话都说到这个份上了,谁再推阻那不是和自己脑袋过不去吗?
“钟家占据皇商身份,多番阻碍大梁往来贸易,世子此举乃匡扶正义,我自甘愿追随世子。”
“世子妙计定乾坤,各道灾情有救,我等感谢世子劳心劳力为百姓计。”
“愿随世子解民苦,愿随世子开南北……”
此刻,有了圣旨加持,众人心头再无疑虑和顾忌。
钟家,张洞庭早已得罪,接下来必是一场你死我活的商战,偏偏张洞庭手持圣旨,钟家再大也大不过皇室,开局便输了半筹。
再往深里想想,恰逢此时皇上下旨……是不是也说明皇上早看钟家势大,想削弱,甚至毁了钟家呢?
不论是什么,都不是他们能揣摩明白的,他们现在只知道跟着张洞庭那是白捡的功劳。
良策已出,人也到位,下面他们只需交接完毕回去等信号即可。
张洞庭不动声色的将所有人的神色看遍,他此举一为知晓各地受灾情况,二则是打开商路。
各道商路被钟家把持多年,即便是红狮盛景两家联手,从无到有也需要很长一段时间,更不消说其中还有来自钟家的阻扰。

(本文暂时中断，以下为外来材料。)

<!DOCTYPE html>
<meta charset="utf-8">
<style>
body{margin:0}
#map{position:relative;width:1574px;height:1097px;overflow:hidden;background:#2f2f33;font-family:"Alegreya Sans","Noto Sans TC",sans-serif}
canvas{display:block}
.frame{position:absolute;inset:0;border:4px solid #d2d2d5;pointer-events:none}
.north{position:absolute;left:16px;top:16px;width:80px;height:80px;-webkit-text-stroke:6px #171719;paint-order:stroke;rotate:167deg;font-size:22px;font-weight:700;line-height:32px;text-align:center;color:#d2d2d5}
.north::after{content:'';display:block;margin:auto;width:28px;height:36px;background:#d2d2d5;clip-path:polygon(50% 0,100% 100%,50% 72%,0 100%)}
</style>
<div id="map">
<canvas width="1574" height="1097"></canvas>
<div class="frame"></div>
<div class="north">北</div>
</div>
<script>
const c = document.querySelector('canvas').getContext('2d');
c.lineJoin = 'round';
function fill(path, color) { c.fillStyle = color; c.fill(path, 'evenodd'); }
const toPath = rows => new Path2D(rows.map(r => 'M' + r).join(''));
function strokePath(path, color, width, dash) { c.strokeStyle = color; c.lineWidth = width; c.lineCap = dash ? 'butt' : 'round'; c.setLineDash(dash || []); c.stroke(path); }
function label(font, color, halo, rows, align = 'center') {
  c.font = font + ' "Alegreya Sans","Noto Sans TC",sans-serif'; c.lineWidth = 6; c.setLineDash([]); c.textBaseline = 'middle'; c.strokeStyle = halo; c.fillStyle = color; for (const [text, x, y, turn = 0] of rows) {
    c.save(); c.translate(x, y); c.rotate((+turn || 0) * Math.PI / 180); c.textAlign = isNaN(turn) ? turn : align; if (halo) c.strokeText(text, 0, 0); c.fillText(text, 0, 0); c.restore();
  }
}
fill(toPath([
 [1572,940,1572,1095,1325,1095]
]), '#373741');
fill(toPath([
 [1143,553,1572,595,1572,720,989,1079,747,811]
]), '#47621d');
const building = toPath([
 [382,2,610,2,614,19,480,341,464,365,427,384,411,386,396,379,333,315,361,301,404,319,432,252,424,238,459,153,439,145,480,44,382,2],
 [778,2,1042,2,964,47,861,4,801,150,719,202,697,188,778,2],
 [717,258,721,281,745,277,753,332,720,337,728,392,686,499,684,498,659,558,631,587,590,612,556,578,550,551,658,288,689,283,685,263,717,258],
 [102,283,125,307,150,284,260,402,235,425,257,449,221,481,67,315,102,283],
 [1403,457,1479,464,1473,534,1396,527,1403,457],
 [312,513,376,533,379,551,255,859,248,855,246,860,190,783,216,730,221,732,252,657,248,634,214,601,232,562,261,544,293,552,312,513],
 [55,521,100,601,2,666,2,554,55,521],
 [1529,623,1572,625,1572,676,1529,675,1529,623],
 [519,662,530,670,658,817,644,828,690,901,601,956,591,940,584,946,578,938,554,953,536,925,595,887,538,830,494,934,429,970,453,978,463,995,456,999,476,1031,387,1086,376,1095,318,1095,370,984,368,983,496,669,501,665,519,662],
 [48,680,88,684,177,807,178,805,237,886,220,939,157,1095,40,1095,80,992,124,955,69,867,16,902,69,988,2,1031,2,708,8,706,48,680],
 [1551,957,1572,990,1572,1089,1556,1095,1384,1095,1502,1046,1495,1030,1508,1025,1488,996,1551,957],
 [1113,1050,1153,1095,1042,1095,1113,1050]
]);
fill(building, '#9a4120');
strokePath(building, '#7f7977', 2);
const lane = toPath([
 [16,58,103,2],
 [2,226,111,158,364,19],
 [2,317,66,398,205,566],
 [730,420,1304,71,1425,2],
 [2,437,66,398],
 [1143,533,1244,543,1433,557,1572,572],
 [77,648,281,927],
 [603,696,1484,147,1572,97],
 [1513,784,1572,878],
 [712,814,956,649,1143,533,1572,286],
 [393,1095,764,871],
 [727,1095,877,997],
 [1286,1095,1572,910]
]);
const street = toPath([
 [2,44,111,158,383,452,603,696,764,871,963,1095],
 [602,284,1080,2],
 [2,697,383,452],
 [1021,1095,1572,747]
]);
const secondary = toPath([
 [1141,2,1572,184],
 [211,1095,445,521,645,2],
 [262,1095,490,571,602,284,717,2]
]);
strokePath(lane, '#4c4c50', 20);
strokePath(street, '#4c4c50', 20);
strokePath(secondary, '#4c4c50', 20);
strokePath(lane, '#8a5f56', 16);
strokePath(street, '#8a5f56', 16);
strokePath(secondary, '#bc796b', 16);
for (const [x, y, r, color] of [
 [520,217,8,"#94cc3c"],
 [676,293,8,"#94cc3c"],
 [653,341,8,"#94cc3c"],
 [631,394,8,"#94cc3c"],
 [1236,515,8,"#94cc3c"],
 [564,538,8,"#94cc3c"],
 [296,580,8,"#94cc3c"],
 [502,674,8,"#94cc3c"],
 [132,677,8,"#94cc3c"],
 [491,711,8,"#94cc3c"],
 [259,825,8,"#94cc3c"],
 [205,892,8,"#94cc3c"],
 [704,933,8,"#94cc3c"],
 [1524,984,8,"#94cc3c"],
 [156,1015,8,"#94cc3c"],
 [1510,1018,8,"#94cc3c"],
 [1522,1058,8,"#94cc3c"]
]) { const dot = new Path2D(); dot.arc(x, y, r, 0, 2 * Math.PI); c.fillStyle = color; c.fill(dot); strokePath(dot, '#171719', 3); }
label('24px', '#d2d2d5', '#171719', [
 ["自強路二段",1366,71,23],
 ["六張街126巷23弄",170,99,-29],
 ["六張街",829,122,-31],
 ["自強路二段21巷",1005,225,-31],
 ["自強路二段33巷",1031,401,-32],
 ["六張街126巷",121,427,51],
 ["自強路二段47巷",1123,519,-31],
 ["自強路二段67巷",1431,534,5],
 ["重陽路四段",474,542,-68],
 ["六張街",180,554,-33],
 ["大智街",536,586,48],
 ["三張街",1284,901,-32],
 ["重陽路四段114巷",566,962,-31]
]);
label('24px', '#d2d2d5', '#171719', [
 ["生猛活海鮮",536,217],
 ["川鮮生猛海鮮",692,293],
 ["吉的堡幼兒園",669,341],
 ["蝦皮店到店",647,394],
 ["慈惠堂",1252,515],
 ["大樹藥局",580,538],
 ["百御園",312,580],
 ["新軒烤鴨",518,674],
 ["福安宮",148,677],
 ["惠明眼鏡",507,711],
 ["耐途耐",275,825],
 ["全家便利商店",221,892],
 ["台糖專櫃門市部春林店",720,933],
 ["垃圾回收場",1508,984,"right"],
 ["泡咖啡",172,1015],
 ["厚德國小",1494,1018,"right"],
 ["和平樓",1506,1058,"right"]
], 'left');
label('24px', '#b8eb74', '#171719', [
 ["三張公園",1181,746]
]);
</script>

而如果有了各州府的官员在背后支持,那么便成功了一半。
官商勾结为民祸,然官商合璧也能提振经济使民无忧,一切只看心从何处出发。
至于钟家,待朝廷失宠的信号一发,落井下石的墙头草多的是,甚至不用张洞庭刻意出手。
众人递交了各州府的户籍以及受灾情况,带着满载心情而归。
“刚才议事你二人全程都听到了,有何感想?”
被留下的赵世超与郑仁对视一眼,随即齐齐跪拜在地。
“多谢世子青睐,不嫌弃我二人商籍出身,还不遗余力的提携,我二人自当唯世子马首是瞻。”
“只要世子您的吩咐,我二人必肝脑涂地在所不惜,断然不会如金家那般势利。”
好家伙,自夸一把还得踩对手一脚。
也不知道金家知道自己丢了个天大馅饼后,会是什么表情呢?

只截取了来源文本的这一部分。